La Legislatura riojana aprobó una ley para reforzar el reclamo sobre la zona en disputa con San Juan, mientras que Marcelo Orrego rechazó cualquier revisión y aseguró que la jurisdicción sanjuanina “no está en discusión”. El conflicto también involucra recursos hídricos, mineros y patrimoniales.
El histórico diferendo limítrofe entre La Rioja y San Juan volvió a ocupar el centro de la escena política luego de que la Cámara de Diputados riojana aprobara una norma destinada a fortalecer el reclamo territorial de la provincia sobre áreas cuya delimitación continúa siendo motivo de controversia.
Durante la sexta sesión ordinaria del 141° Período Legislativo, la Legislatura de La Rioja dio luz verde, por amplia mayoría, a un proyecto impulsado por el Poder Ejecutivo provincial que ratifica la postura histórica riojana respecto de los territorios que considera propios y establece mecanismos institucionales y judiciales para avanzar en su defensa.
La iniciativa rechaza el acuerdo firmado en 1968 entre los entonces interventores federales de ambas provincias y cuestiona la validez de la Ley Nacional N.º 18.004, sancionada durante el gobierno militar, al considerar que modificó los límites interprovinciales sin la intervención del Congreso de la Nación y en perjuicio de La Rioja.
Además, habilita al Ejecutivo provincial a promover acciones ante el Congreso y la Corte Suprema de Justicia para reclamar una definición definitiva sobre el dominio territorial en la zona en disputa. En paralelo, encomienda a la Fiscalía de Estado impulsar medidas cautelares destinadas a resguardar los recursos naturales existentes en el área, incluyendo bienes hídricos, yacimientos mineros y patrimonio arqueológico, evitando avances unilaterales hasta tanto exista una resolución firme.
Uno de los aspectos centrales de la norma es la creación de una Comisión Especial de Estudio, Seguimiento y Delimitación Territorial Interprovincial, integrada por siete legisladores y acompañada por representantes de organismos técnicos y especialistas en historia, geografía, cartografía y minería.
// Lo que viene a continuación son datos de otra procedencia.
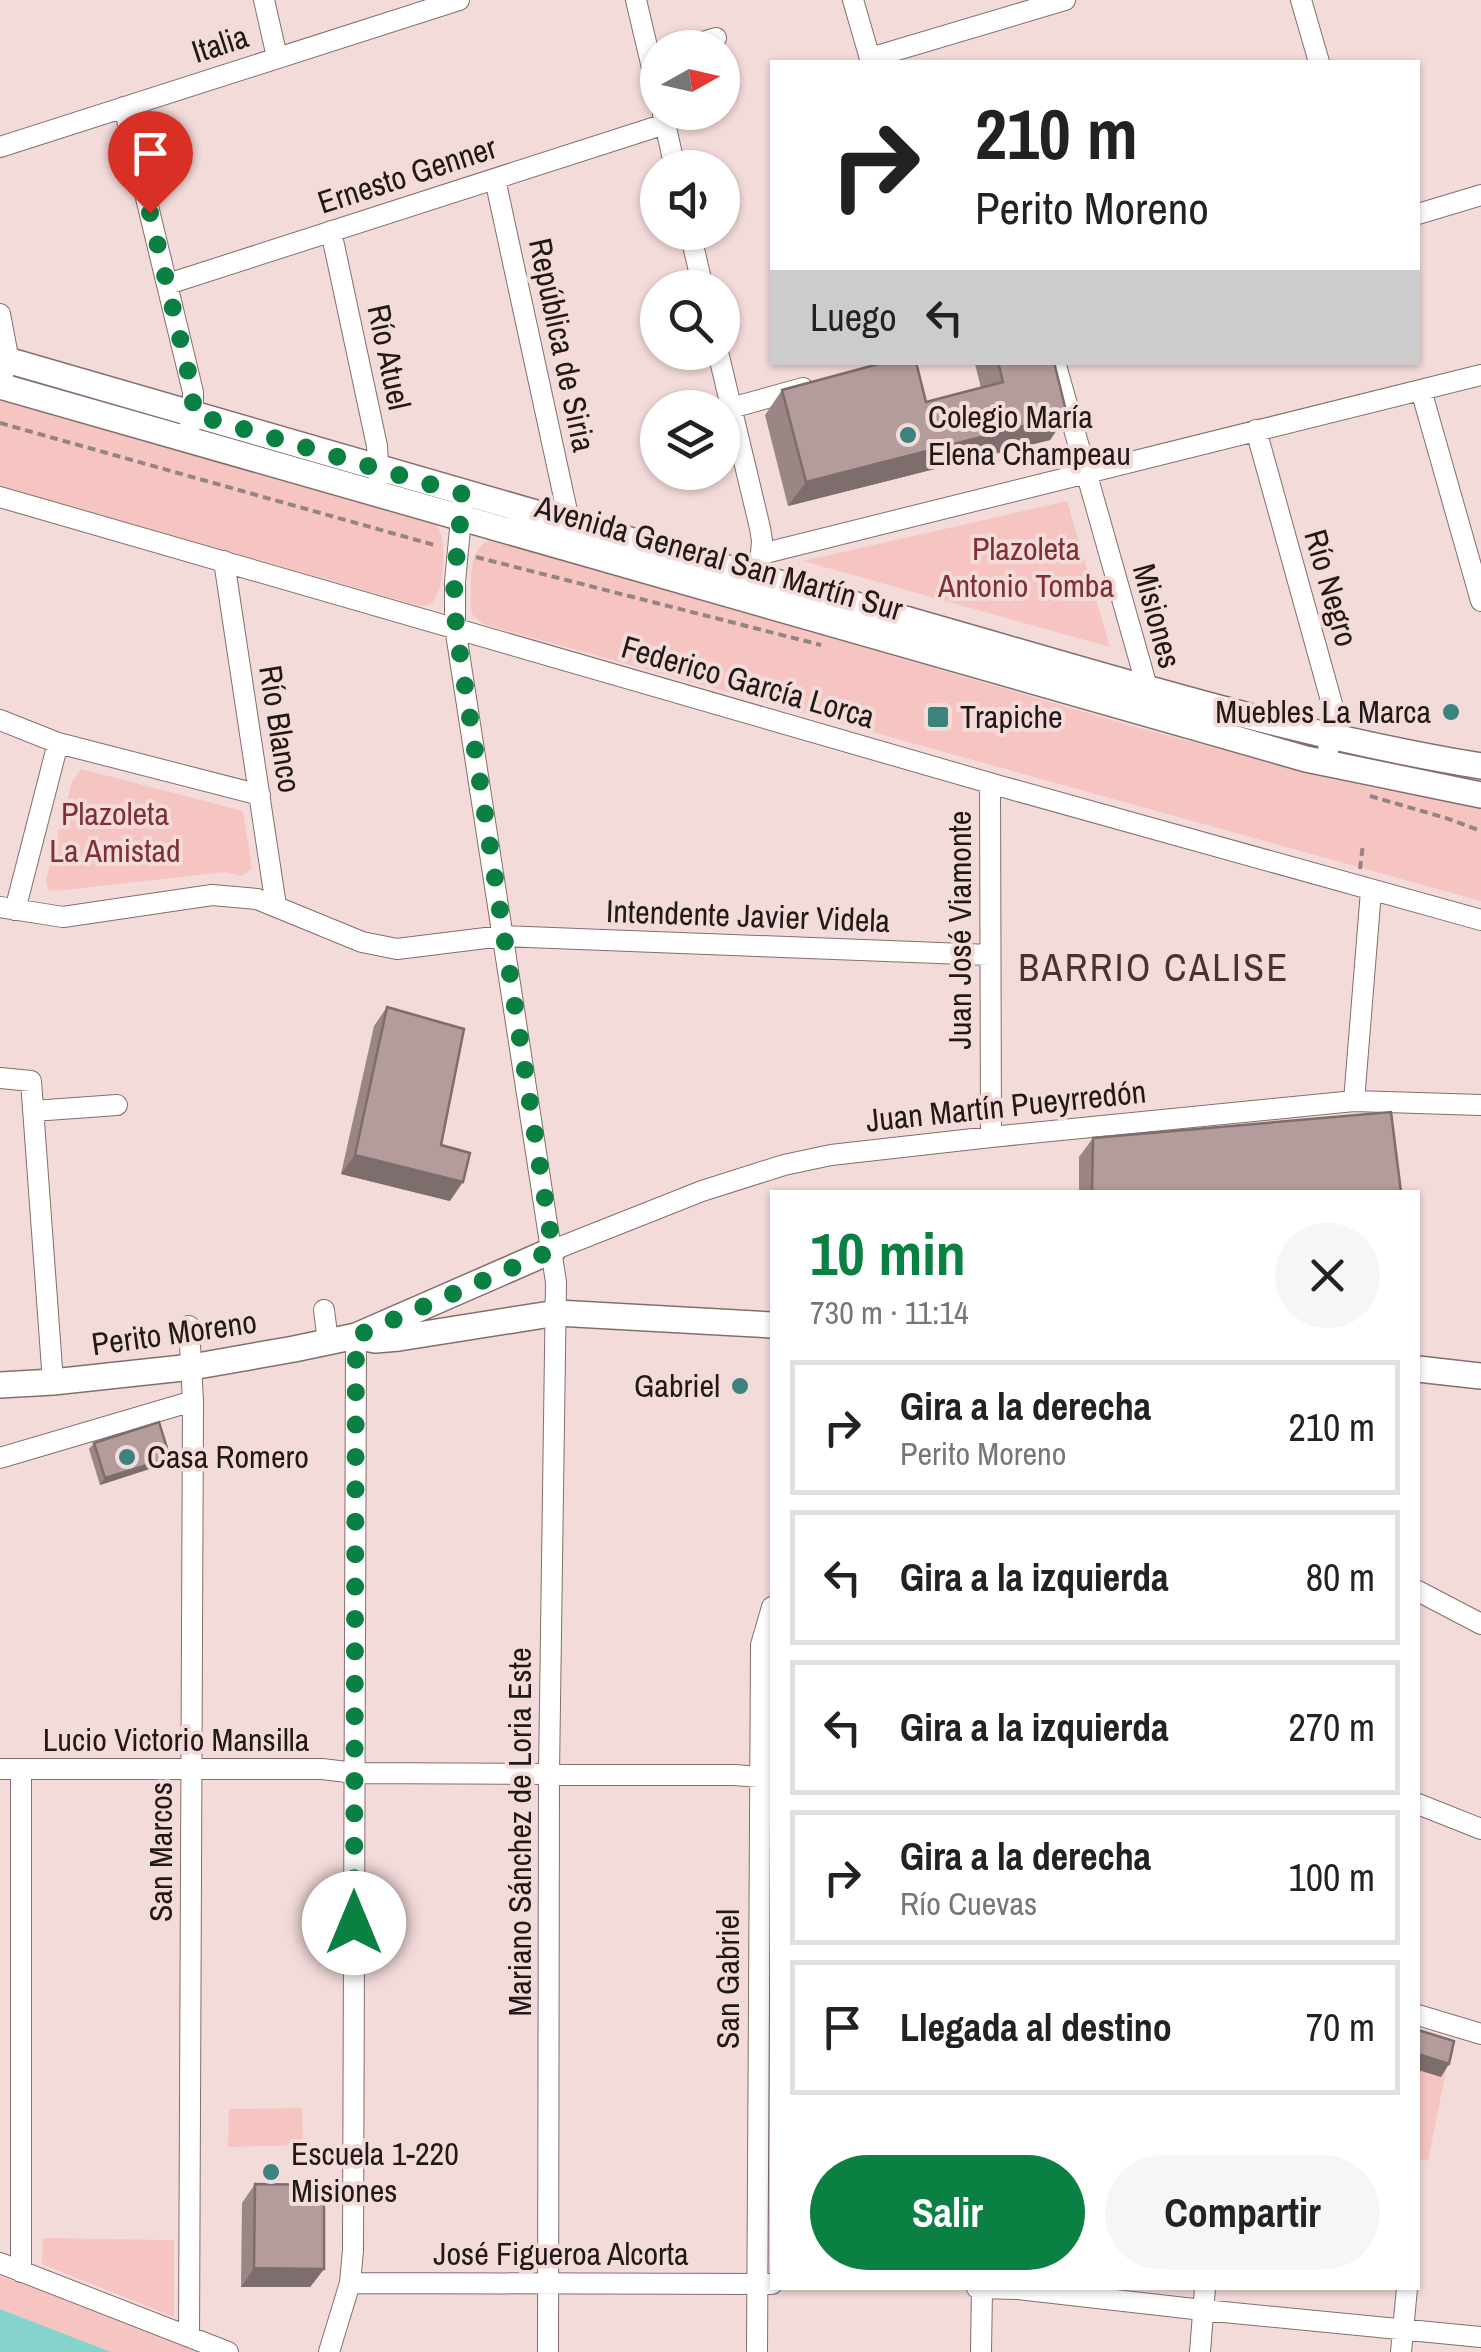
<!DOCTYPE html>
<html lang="es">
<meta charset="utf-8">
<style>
:root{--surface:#fff;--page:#f6f6f6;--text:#222;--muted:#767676;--line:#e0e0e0;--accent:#0b8043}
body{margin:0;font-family:"Archivo Narrow",sans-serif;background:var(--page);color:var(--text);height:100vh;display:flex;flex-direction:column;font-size:38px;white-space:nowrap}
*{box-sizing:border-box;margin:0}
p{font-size:32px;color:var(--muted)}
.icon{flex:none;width:55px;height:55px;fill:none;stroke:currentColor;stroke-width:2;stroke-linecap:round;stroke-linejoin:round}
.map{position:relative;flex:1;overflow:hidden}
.side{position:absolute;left:770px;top:1190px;width:650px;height:1100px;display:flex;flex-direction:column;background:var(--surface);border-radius:0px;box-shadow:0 2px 8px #0004}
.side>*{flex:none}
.guide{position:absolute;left:770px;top:60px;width:650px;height:305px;border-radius:0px;box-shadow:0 2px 8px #0004;background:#fff;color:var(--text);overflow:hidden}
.needle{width:65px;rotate:82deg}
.tools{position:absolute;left:640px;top:30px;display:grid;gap:20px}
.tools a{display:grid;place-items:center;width:100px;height:100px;border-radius:50%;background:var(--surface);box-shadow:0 2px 8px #0004;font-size:50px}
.pin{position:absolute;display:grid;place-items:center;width:85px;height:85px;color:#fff;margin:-102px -42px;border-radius:50% 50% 50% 0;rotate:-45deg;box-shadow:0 0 10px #0007}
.pin .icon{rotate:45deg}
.me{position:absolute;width:110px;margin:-55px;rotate:0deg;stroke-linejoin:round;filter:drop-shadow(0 0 8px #0008)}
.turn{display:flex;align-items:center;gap:35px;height:210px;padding:0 40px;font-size:45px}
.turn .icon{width:130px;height:130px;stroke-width:2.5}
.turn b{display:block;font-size:70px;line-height:85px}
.then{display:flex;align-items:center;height:95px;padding:0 40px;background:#0003;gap:20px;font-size:38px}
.round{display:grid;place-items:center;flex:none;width:105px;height:105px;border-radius:52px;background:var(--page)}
.head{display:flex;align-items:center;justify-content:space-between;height:170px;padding:0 40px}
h1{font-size:60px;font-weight:800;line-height:75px;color:var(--accent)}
.button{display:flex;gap:20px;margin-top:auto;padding:20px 40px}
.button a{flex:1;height:115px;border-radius:60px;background:var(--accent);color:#fff;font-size:40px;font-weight:800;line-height:115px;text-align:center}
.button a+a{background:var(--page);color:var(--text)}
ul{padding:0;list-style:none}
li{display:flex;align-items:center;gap:30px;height:135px;margin:0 20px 15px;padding:0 20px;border:5px solid var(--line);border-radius:0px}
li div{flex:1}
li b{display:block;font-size:38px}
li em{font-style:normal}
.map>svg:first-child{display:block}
</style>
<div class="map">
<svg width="1481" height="2352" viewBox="0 0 1481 2352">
<rect width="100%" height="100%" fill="#f3dbda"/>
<path fill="#f6c5c2" d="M0,393L429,518C433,522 438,526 440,531C446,546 445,596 429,605C426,606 423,606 420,606L0,486Z
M1067,501L1110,647L803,561Z
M495,539L1132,726L1321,776L1373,788L1481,807V901L483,624L472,614L471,608C472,584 465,544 495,539Z
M81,769L243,811L252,868L242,876L225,872L56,891L48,890L46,880L72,782Z
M1418,2045L1449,2055L1428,2161L1418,2159Z
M302,2108L303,2145L228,2147L229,2109Z
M43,2238L174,2240V2317L42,2264Z
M0,2275L201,2352H111L0,2309Z"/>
<path fill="#86d2cc" d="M0,2309L111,2352H0Z"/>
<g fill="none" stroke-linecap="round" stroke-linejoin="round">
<defs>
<path id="minor" d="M264,0L277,57
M636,0L658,93
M853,0L871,62
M1301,0L1319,62
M682,48L716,38
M870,58L1065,0
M124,107L193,392V414L190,426
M663,114L675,168
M0,147L459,0
M495,179L570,525
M1418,214L1481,195
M331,231L377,446L379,478
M690,232L703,288
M168,284L665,124
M0,314L8,356L0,386
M718,352L760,528L762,541L760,565
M1055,362L1147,687L1145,697
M1421,390L1481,601
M731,408L803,388
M1256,430L1334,711L1326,764
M0,497L1000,786L1481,920
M462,507L455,582V627L556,1282L549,1773L548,2352
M761,554L1481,375
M224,561L276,906
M0,720L58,743L260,795
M990,783L991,1137
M0,907L63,917L212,895L257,899L362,942L397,949L502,936L990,955
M15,910L58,743
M0,1078L31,1081L53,1382
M1354,1101L1371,891
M33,1111L117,1105
M553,1250L702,1191L784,1165L831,1155L991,1137L1354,1101L1481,1105
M324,1310L328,1342
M189,1326L193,1401L189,2337
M0,1458L193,1401
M1418,1591L1481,1624
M0,1769H322L355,1773L734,1775L772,1778
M21,1769V2272
M1418,1804L1481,1829
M1418,2015L1481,2034
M0,2263L228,2352
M350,2283L772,2284
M977,2288L1018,2289L1203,2310L1481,2337
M329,2352L350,2283L353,2250L356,1336
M757,2352L761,1645L772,1607
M981,2352L982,2288
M1200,2352L1205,2288
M1401,2352L1407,2288"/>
<path id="major" d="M0,358C302,445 603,533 905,619C1096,673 1286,734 1481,766
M0,386L1306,759L1481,795
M356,1336L375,1340L399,1338L557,1313L772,1325
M1418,1369L1481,1376
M0,1385L53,1382L192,1367L294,1349L356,1336L553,1250"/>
</defs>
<use href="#minor" stroke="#846e6d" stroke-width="22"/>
<use href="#major" stroke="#846e6d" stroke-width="28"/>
<path stroke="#948483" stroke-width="4" stroke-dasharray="8 5" stroke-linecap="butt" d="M0,423L438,546
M476,557L821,645
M1370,796L1446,818L1481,831
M1360,869L1363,844"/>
<use href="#minor" stroke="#fff" stroke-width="20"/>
<use href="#major" stroke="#fff" stroke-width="25"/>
</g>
<path fill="#9a8685" d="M976,362H1054L1067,415L1050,440L788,506L765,415L782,390L926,402L981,388L975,364Z
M387,1007L441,1145L450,1201L341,1174L374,1026Z
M1093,1138L1401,1192H1079V1157Z
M94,1443L165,1464L100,1485L89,1449Z
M255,2184L324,2269L310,2287H241L242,2203Z"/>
<path fill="#7d6d6c" d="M1067,415L1050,440L788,506L806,482Z
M355,1155L463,1182L450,1201L341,1174Z
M170,1458L165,1464L100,1485L105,1478Z
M1418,2054L1449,2064L1441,2077L1418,2070Z
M254,2268L324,2269L310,2287H241Z"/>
<path fill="#b39c9b" stroke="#7d6d6c" stroke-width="2.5" d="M886,362H916L926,402L1003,382L998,362H1054L1067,415L806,482L782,390Z
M387,1007L464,1029L441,1145L470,1153L463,1182L355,1155Z
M1391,1112L1401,1192H1092L1093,1138Z
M159,1422L170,1458L105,1478L94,1443Z
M1418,2030L1454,2041L1449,2064L1418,2054Z
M255,2184L324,2185V2269L254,2268Z"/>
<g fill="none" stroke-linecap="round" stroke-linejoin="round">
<path stroke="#0b8043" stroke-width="18" stroke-dasharray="0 32.4" d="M150,213L193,392V414L463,494L454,582L456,628L553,1250L356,1336L354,1923"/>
</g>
<g fill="#3c837e" stroke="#f3dbda" stroke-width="4">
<circle cx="908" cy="435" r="10"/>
<circle cx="1451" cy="712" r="10"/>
<rect x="926" y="705" width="24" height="24" rx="5"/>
<circle cx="740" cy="1386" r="10"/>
<circle cx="127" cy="1457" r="10"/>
<circle cx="271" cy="2172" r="10"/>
</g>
<g text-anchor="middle" stroke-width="8" stroke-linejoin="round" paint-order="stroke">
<g font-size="32" fill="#211918" stroke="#f3dbda">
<text transform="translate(220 44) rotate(-18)" y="11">Italia</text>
<text transform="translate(407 175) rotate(-18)" y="11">Ernesto Genner</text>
<text transform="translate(562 345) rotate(78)" y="11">República de Siria</text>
<text transform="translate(389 357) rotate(78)" y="11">Río Atuel</text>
<text transform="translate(719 558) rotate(16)" y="11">Avenida General San Martín Sur</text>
<text transform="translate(1331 588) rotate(74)" y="11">Río Negro</text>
<text transform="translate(1157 616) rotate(75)" y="11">Misiones</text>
<text transform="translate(748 682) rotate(16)" y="11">Federico García Lorca</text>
<text transform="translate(280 729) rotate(81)" y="11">Río Blanco</text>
<text transform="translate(748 916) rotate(2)" y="11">Intendente Javier Videla</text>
<text transform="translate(960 930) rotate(-90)" y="11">Juan José Viamonte</text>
<text transform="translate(1006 1106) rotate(-6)" y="11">Juan Martín Pueyrredón</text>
<text transform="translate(174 1333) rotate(-8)" y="11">Perito Moreno</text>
<text x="176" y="1751">Lucio Victorio Mansilla</text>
<text transform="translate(520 1832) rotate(-90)" y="11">Mariano Sánchez de Loria Este</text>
<text transform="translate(161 1852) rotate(-90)" y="11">San Marcos</text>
<text transform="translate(728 1979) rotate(-90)" y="11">San Gabriel</text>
<text x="561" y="2265">José Figueroa Alcorta</text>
</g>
<g font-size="32" fill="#211918" stroke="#f3dbda" text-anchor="start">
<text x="928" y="428">Colegio María<tspan x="928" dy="37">Elena Champeau</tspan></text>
<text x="1431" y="723" text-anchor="end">Muebles La Marca</text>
<text x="960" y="728">Trapiche</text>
<text x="720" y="1397" text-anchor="end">Gabriel</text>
<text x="147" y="1468">Casa Romero</text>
<text x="291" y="2165">Escuela 1-220<tspan x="291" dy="37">Misiones</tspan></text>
</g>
<g font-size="32" fill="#7d3132" stroke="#f3dbda">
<text x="1026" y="560">Plazoleta<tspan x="1026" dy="37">Antonio Tomba</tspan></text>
<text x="115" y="825">Plazoleta<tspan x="115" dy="37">La Amistad</tspan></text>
</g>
<g font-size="38" letter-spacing="2.5" fill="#463433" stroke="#f3dbda">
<text x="1154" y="981">BARRIO CALISE</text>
</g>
</g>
</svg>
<div class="tools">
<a><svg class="needle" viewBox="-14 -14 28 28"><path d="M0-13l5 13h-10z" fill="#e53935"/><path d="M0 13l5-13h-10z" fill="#767676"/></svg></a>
<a><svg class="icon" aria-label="sound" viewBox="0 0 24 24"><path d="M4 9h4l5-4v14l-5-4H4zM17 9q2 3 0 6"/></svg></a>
<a><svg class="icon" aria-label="search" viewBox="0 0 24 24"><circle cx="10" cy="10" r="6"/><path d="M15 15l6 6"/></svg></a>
<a><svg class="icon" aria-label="layers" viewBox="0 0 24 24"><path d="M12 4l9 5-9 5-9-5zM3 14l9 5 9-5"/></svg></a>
</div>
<div class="pin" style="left:150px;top:213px;background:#d93025"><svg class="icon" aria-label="arrive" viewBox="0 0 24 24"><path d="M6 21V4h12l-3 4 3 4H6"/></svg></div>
<svg class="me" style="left:354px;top:1923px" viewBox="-20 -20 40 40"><circle r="19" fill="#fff"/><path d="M0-13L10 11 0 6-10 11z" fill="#0b8043"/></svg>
<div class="guide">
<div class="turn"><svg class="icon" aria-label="right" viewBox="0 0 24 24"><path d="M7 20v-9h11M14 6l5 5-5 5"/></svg><div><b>210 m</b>Perito Moreno</div></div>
<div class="then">Luego<svg class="icon" aria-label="left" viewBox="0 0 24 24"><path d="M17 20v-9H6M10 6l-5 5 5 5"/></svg></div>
</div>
<section class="side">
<div class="head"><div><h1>10 min</h1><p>730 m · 11:14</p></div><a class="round"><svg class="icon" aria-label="close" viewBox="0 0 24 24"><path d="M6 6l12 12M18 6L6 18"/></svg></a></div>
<ul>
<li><svg class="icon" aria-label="right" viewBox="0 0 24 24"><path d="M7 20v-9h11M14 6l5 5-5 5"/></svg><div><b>Gira a la derecha</b><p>Perito Moreno</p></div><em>210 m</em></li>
<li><svg class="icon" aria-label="left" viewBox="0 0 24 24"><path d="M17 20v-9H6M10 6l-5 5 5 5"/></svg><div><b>Gira a la izquierda</b></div><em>80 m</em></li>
<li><svg class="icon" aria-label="left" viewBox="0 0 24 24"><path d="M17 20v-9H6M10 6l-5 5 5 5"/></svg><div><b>Gira a la izquierda</b></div><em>270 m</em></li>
<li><svg class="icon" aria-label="right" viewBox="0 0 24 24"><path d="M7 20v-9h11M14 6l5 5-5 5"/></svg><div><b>Gira a la derecha</b><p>Río Cuevas</p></div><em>100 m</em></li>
<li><svg class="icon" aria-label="arrive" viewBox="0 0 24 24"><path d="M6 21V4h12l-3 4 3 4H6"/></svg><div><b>Llegada al destino</b></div><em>70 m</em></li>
</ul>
<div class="button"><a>Salir</a><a>Compartir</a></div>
</section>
</div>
El objetivo será reunir antecedentes, monitorear las acciones del Ejecutivo y coordinar estrategias con los representantes riojanos en el Congreso Nacional.
Durante el debate, legisladores oficialistas sostuvieron que el conflicto tiene raíces históricas vinculadas a decisiones adoptadas durante la última dictadura militar y remarcaron la necesidad de defender los intereses provinciales con respaldo técnico y jurídico. Desde la oposición, en tanto, se cuestionó la metodología elegida para abordar una cuestión de semejante complejidad institucional.

La respuesta de San Juan no tardó en llegar. A través de sus redes sociales, el gobernador Marcelo Orrego rechazó de plano la iniciativa riojana y aseguró que la delimitación vigente posee plena validez jurídica.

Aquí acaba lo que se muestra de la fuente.